* Assigned task *
From the line with "M125 411 210 114" to the final line of the records, reproduce every line exactly and only those lines.

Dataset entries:
——
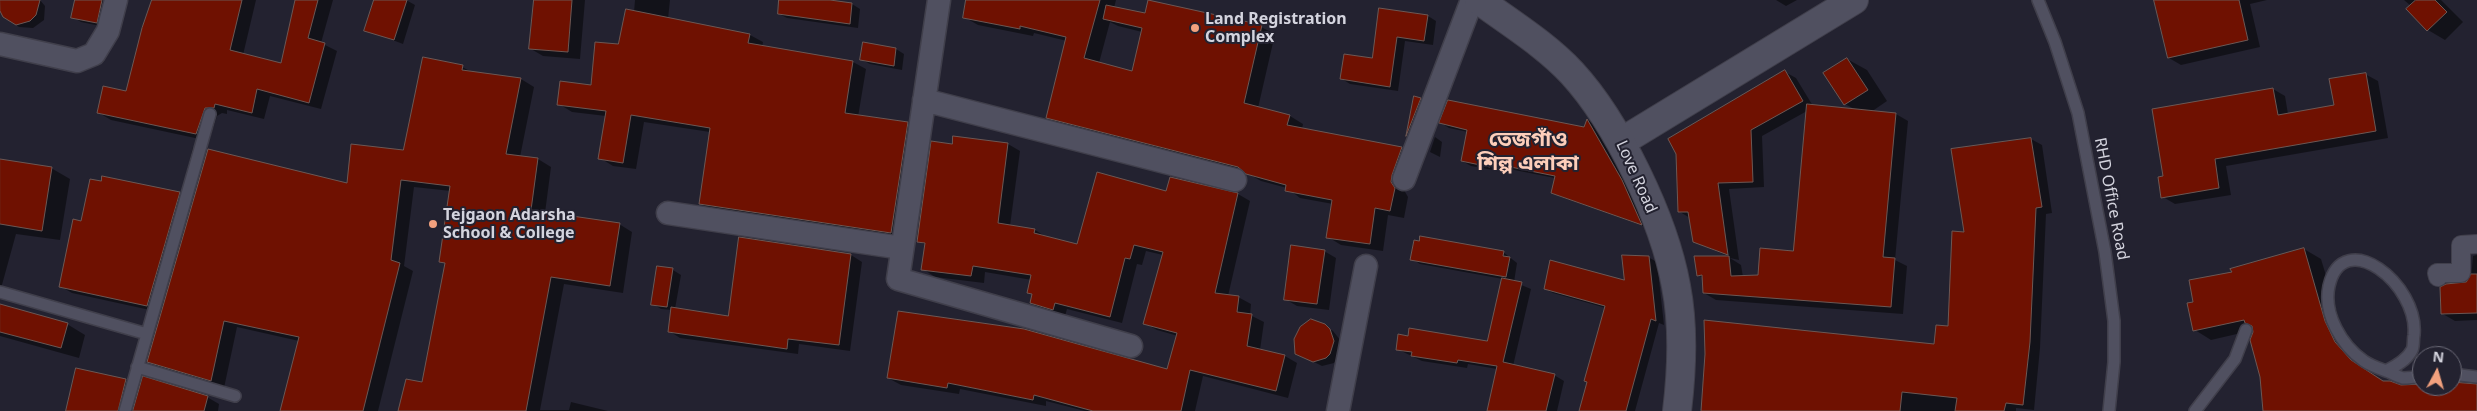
<!DOCTYPE html>
<html>
<head>
<meta charset="utf-8">
<style>
	body { margin:0 }
	#map { position:relative; width:2477px; height:411px; overflow:hidden; background:#232230; font-family:"Noto Sans",sans-serif }
	canvas { display:block }
	.north { position:absolute; left:2412px; top:346px; width:50px; height:50px; box-sizing:border-box; background:#232230; border:1px solid #6a6976; border-radius:50%; rotate:6deg; font-size:14px; font-weight:700; line-height:20px; text-align:center; color:#d4d4de }
	.north::after { content:''; display:block; margin:auto; width:18px; height:22px; background:#f2a17e; clip-path:polygon(50% 0,100% 100%,50% 72%,0 100%) }
</style>
</head>
<body>
<div id="map">
<canvas width="2477" height="411"></canvas>
<div class="north">N</div>
</div>
<script>
const ctx = document.querySelector('canvas').getContext('2d');
ctx.lineJoin = 'round';
function fillPath(path, color) { ctx.fillStyle = color; ctx.fill(path, 'evenodd'); }
function stroke(path, color, width, dash) { ctx.strokeStyle = color; ctx.lineWidth = width; ctx.lineCap = dash ? 'butt' : 'round'; ctx.setLineDash(dash || []); ctx.stroke(path); }
function write(font, color, halo, rows, align = 'center') {
  ctx.font = font + ' "Noto Sans","Noto Sans Bengali",sans-serif'; ctx.lineWidth = 4; ctx.setLineDash([]); ctx.textBaseline = 'middle'; ctx.strokeStyle = halo; ctx.fillStyle = color; for (const [text, x, y, turn = 0] of rows) {
    ctx.save(); ctx.translate(x, y); ctx.rotate((+turn || 0) * Math.PI / 180); ctx.textAlign = isNaN(turn) ? turn : align; if (halo) ctx.strokeText(text, 0, 0); ctx.fillText(text, 0, 0); ctx.restore();
  }
}
fillPath(new Path2D(`
	M2 0H40L45 6 44 20 33 28 19 27 10 21 1 10Z
	M76 0H111L105 27 81 22 73 17Z
	M152 0H256L243 55 282 64 297 0H333L321 43 337 51 321 109 270 96 264 119 227 110V114L222 113 217 116 209 141 111 120 99 113 127 92Z
	M375 0H406L415 5 403 44 366 30Z
	M535 0H585L580 59 543 56 531 49Z
	M635 0H670L668 19 750 35 763 42 762 47 853 62 866 69 858 117 907 124 920 131 904 240 714 211 701 204 710 132 644 122 636 169 613 166 600 158 606 116 572 112 559 104 592 86 619 45 634 12Z
	M781 0H821L852 4 860 9 858 28 787 18 779 14Z
	M967 0H1116L1114 8 1146 15 1261 27 1275 34 1258 108 1290 116 1303 124 1302 129 1402 148 1415 156 1405 183 1404 190 1408 197 1404 218 1388 215 1383 251 1341 245 1328 237 1333 204 1300 198 1287 188 1261 181 1247 173 1061 125 1047 117 1067 41 1034 33 1033 36 978 25 964 17ZM1110 22 1118 26 1142 32 1133 72 1099 63Z
	M1776 0H1797L1786 6Z
	M2156 0H2267L2250 4 2260 47 2181 65 2169 58Z
	M2404 0H2441L2463 22 2445 40 2428 30 2408 9 2411 6Z
	M1380 9 1428 16 1436 21 1433 45 1405 41 1398 91 1350 84 1342 79 1373 59Z
	M864 44 896 49 904 54 902 70 870 64 862 60Z
	M1847 59 1867 70 1887 101 1871 112 1896 114 1908 121 1895 260 1907 266 1903 314 1716 300 1704 293 1703 278 1698 275 1696 257H1730L1694 242 1690 218 1680 212 1785 72 1796 78 1813 106 1856 110 1845 104ZM1807 111 1794 252 1760 276 1743 277 1741 265 1730 258 1739 260 1729 189 1764 187 1762 136Z
	M462 67 472 72 521 79 534 87 520 157 538 159 551 167 545 213 619 224 632 232 623 293 564 284 540 410H569L571 402 608 411H400L423 384 446 264 440 261 451 191 414 187 404 266 413 271 378 411H282L299 341 237 327 224 388 161 369 148 361 348 184 404 152Z
	M2365 74 2378 81 2388 138 2226 166 2231 195 2175 204 2163 197 2165 177 2273 89 2285 96 2288 114 2335 106Z
	M1415 98 1429 104 1415 139 1408 135Z
	M1588 120 1596 125 1631 186 1649 228 1561 197 1552 192 1555 178 1499 167 1498 171 1471 166 1462 161 1468 132 1449 128 1441 123 1585 128Z
	M1435 137 1442 142 1440 157 1430 152Z
	M2031 139 2042 145 2052 213 2046 214 2040 348 2034 410 2016 408V411H1702L1935 346 1949 328 1965 233Z
	M1008 144 1020 151 1010 226 1035 230 1048 238 1078 245 1167 193 1238 194 1250 201 1228 296 1238 297 1251 304 1250 315 1264 322 1260 350 1285 356 1297 363 1288 398 1203 376 1195 411H1085L1046 401V406L960 389 959 394 901 385 888 378 1168 370 1178 336 1157 330 1144 323 1163 255 1146 251 1142 265 1137 264 1122 323 1067 309 1065 316 1044 310 1031 303 1033 295 1028 292 1032 280 985 272 984 283 935 277 923 269 926 245 918 241 953 145Z
	M193 147 205 154 197 180 186 174Z
	M0 161 51 168 70 179 60 240 16 234 0 292Z
	M180 193 191 200 159 312 72 293 60 286 82 222Z
	M2304 249 2321 259 2346 342 2359 363 2384 383 2401 387 2452 386V381L2477 385V411H2263L2261 377 2254 330 2211 340 2195 330V303L2234 272 2232 270Z
	M1324 251 1336 258 1329 310 1297 306 1285 299Z
	M1503 252 1517 263 1514 282 1531 289 1513 366 1554 375 1564 381 1557 411H1488L1497 369 1468 364 1467 368 1422 361 1397 349 1488 342 1503 279 1420 264 1412 259Z
	M851 255 862 262 850 351 799 344 798 354 680 338 669 331 672 310 661 309 653 304 673 270 681 275 675 309 729 317Z
	M2477 255V320L2455 321 2443 314 2471 279 2473 256Z
	M1648 257 1657 262 1664 325 1659 323 1635 411H1580L1606 308 1553 293 1545 289 1626 282Z
	M0 305 67 324 85 335 79 358 0 336Z
	M1324 326 1333 331 1341 341 1342 353 1334 363 1322 366 1296 353Z
	M76 370 126 380 138 387 131 411H67Z
	M207 397 219 404 218 411H134Z`), '#0007');
const building = new Path2D(`
	M0 0H40L36 15 30 21 16 25 3 17 0 11Z
	M75 0H102L97 23 71 18Z
	M152 0H242L230 50 281 63 295 0H318L308 38 325 43 309 103 257 89 252 113 215 104 214 108H205L196 134 97 113 103 86 126 91 142 28Z
	M374 0H407L394 40 364 31Z
	M534 0H572L568 52 529 49Z
	M779 0H830L852 3 850 24 778 14Z
	M966 0H1100L1084 58 1132 71 1142 28 1103 19 1106 5 1145 13 1148 0 1262 25 1244 103 1290 115 1287 125 1402 147 1392 175 1391 182 1395 188 1390 211 1375 208 1370 244 1326 238 1332 200 1285 191 1286 185 1246 174 1238 167 1046 118 1066 37 1020 26V29L963 18Z
	M2154 0H2239L2248 40 2168 58Z
	M2416 0H2435L2447 12 2427 31 2406 9Z
	M1379 8 1428 15 1424 41 1397 37 1390 87 1340 79 1344 54 1372 58Z
	M626 9 750 34 748 43 853 61 845 113 908 122 891 233 699 204 710 128 631 115 623 163 598 159 606 111 557 105 560 81 591 85 595 42 618 44Z
	M863 42 896 48 894 66 860 60Z
	M423 57 463 65 462 70 521 78 506 154 538 158 531 210 620 223 610 286 551 277 526 411H398L406 379 422 382 445 263 439 262 450 186 401 180 391 260 400 263 363 411H280L299 337 224 321 211 381 147 362 208 149 347 183 351 144 403 150Z
	M1847 58 1868 90 1844 105 1823 73Z
	M1785 70 1803 101 1751 130 1753 182 1718 183 1728 255 1693 242 1688 212H1678L1676 154 1668 139Z
	M2366 73 2376 131 2215 159 2219 188 2161 198 2158 177 2163 176 2152 109 2273 88 2278 115 2334 105 2329 79Z
	M1414 96 1421 98 1406 136Z
	M1448 100 1584 127 1587 119 1622 180 1642 225 1551 193 1555 176 1491 163 1490 167 1461 161 1467 130 1439 123Z
	M1807 104 1896 113 1883 257 1895 258 1891 307 1703 293 1702 275 1697 276 1694 256H1729L1731 276 1758 275 1760 248 1793 251Z
	M953 136 1008 143 998 223 1035 229 1034 233 1077 244 1097 172 1166 191 1170 177 1238 193 1215 293 1239 296 1237 312 1252 314 1247 346 1285 355 1276 391 1190 370 1181 411H1093L1034 395 1033 400 948 383 947 388 887 378 898 311 1024 329 1167 369 1177 333 1143 324 1163 252 1134 245 1130 259 1125 258 1110 317 1055 303 1053 310 1030 303 1032 294 1027 293 1031 275 973 266 971 276 921 270 925 243 917 242 931 141 952 144Z
	M2031 138 2042 207 2036 208 2030 342 2023 405 2006 403 2004 411H1955L1957 398 1902 392 1900 411H1701L1705 354 1704 320 1934 344 1936 325 1948 326 1952 231 1964 232 1951 149Z
	M0 159 52 167 42 231 0 224Z
	M102 176 180 192 147 306 59 287 73 219 81 221 90 179 101 181Z
	M1420 236 1504 251 1503 256 1510 257 1506 277 1410 260 1414 240 1419 241Z
	M739 237 851 254 839 345 788 339 787 349 668 332 671 307 728 316Z
	M1291 245 1325 250 1317 304 1284 300Z
	M2304 248 2325 321 2335 342 2351 360 2383 381H2390L2401 385 2422 384V386H2452V382L2477 384V411H2263L2260 377 2250 340 2253 332 2252 326 2245 323 2244 320 2193 331 2187 303 2193 302 2189 280 2232 272 2230 269Z
	M1622 255 1649 256 1656 321 1651 319 1626 411H1579L1587 382 1584 381 1605 306 1544 289 1550 260 1624 280Z
	M657 266 673 268 667 307 651 305Z
	M2471 274H2477V313L2441 314 2440 287 2446 284 2466 282Z
	M1502 278 1522 282 1503 362 1555 374 1546 411H1487L1497 366 1458 360 1457 363 1411 356 1412 352 1396 350 1398 334 1408 336 1409 328 1487 341Z
	M0 304 68 323 61 348 0 332Z
	M1311 319 1325 324 1330 329 1334 341 1330 354 1326 358 1313 362 1295 354 1294 339 1300 327Z
	M76 368 126 379 118 411H66Z
	M143 376 208 396 204 411H133Z`);
fillPath(building, '#6f1101');
stroke(building, '#6c5854', 1);
const service = new Path2D(`
	M2038 0 2055 42 2078 113 2105 252 2114 321V362L2109 411
	M0 292 147 334
	M137 367 235 396
	M2386 371C2396 366 2407 360 2412 350 2414 346 2413 339 2414 335 2419 284 2343 225 2329 286 2323 314 2342 346 2364 361 2371 366 2381 369 2389 372 2393 374 2398 377 2403 378 2409 378 2416 377 2422 376
	M2452 374 2477 377
	M125 411 210 114
	M2195 411 2235 359 2246 330`);
const pedestrian = new Path2D(`
	M2438 277 2437 273H2461V245L2477 244`);
const minor = new Path2D(`
	M939 0 898 279 1131 346
	M0 44 77 61 94 54 108 31 116 0
	M924 100 1235 180
	M1404 179 1472 0
	M668 213 902 248
	M1338 411 1366 266`);
const tertiary = new Path2D(`
	M1621 142 1854 0`);
const secondary = new Path2D(`
	M1479 0C1510 23 1545 44 1572 73 1617 122 1664 219 1676 286 1684 327 1682 370 1677 411`);
stroke(service, '#403f4b', 14);
stroke(pedestrian, '#403f4b', 20);
stroke(minor, '#403f4b', 25);
stroke(tertiary, '#403f4b', 30);
stroke(secondary, '#403f4b', 30);
stroke(service, '#505060', 11);
stroke(pedestrian, '#505060', 18);
stroke(minor, '#505060', 22);
stroke(tertiary, '#505060', 28);
stroke(secondary, '#505060', 28);
for (const [x, y, r, color] of [
	[1195,28,5,"#f2a17e"],
	[433,224,5,"#f2a17e"]
]) { const dot = new Path2D(); dot.arc(x, y, r, 0, 2 * Math.PI); ctx.fillStyle = color; ctx.fill(dot); stroke(dot, '#232230', 2); }
write('bold 16px', '#d4d4de', '#232230', [
	["Land Registration",1205,19],
	["Complex",1205,37],
	["Tejgaon Adarsha",443,215],
	["School & College",443,233]
], 'left');
write('16px', '#d4d4de', '#232230', [
	["Love Road",1636,177,66],
	["RHD Office Road",2111,199,79]
]);
write('bold 21px', '#fdceba', '#232230', [
	["তেজগাঁও",1528,140],
	["শিল্প এলাকা",1528,164]
]);
</script>
</body>
</html>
——
* Completed task *
	M125 411 210 114
	M2195 411 2235 359 2246 330`);
const pedestrian = new Path2D(`
	M2438 277 2437 273H2461V245L2477 244`);
const minor = new Path2D(`
	M939 0 898 279 1131 346
	M0 44 77 61 94 54 108 31 116 0
	M924 100 1235 180
	M1404 179 1472 0
	M668 213 902 248
	M1338 411 1366 266`);
const tertiary = new Path2D(`
	M1621 142 1854 0`);
const secondary = new Path2D(`
	M1479 0C1510 23 1545 44 1572 73 1617 122 1664 219 1676 286 1684 327 1682 370 1677 411`);
stroke(service, '#403f4b', 14);
stroke(pedestrian, '#403f4b', 20);
stroke(minor, '#403f4b', 25);
stroke(tertiary, '#403f4b', 30);
stroke(secondary, '#403f4b', 30);
stroke(service, '#505060', 11);
stroke(pedestrian, '#505060', 18);
stroke(minor, '#505060', 22);
stroke(tertiary, '#505060', 28);
stroke(secondary, '#505060', 28);
for (const [x, y, r, color] of [
	[1195,28,5,"#f2a17e"],
	[433,224,5,"#f2a17e"]
]) { const dot = new Path2D(); dot.arc(x, y, r, 0, 2 * Math.PI); ctx.fillStyle = color; ctx.fill(dot); stroke(dot, '#232230', 2); }
write('bold 16px', '#d4d4de', '#232230', [
	["Land Registration",1205,19],
	["Complex",1205,37],
	["Tejgaon Adarsha",443,215],
	["School & College",443,233]
], 'left');
write('16px', '#d4d4de', '#232230', [
	["Love Road",1636,177,66],
	["RHD Office Road",2111,199,79]
]);
write('bold 21px', '#fdceba', '#232230', [
	["তেজগাঁও",1528,140],
	["শিল্প এলাকা",1528,164]
]);
</script>
</body>
</html>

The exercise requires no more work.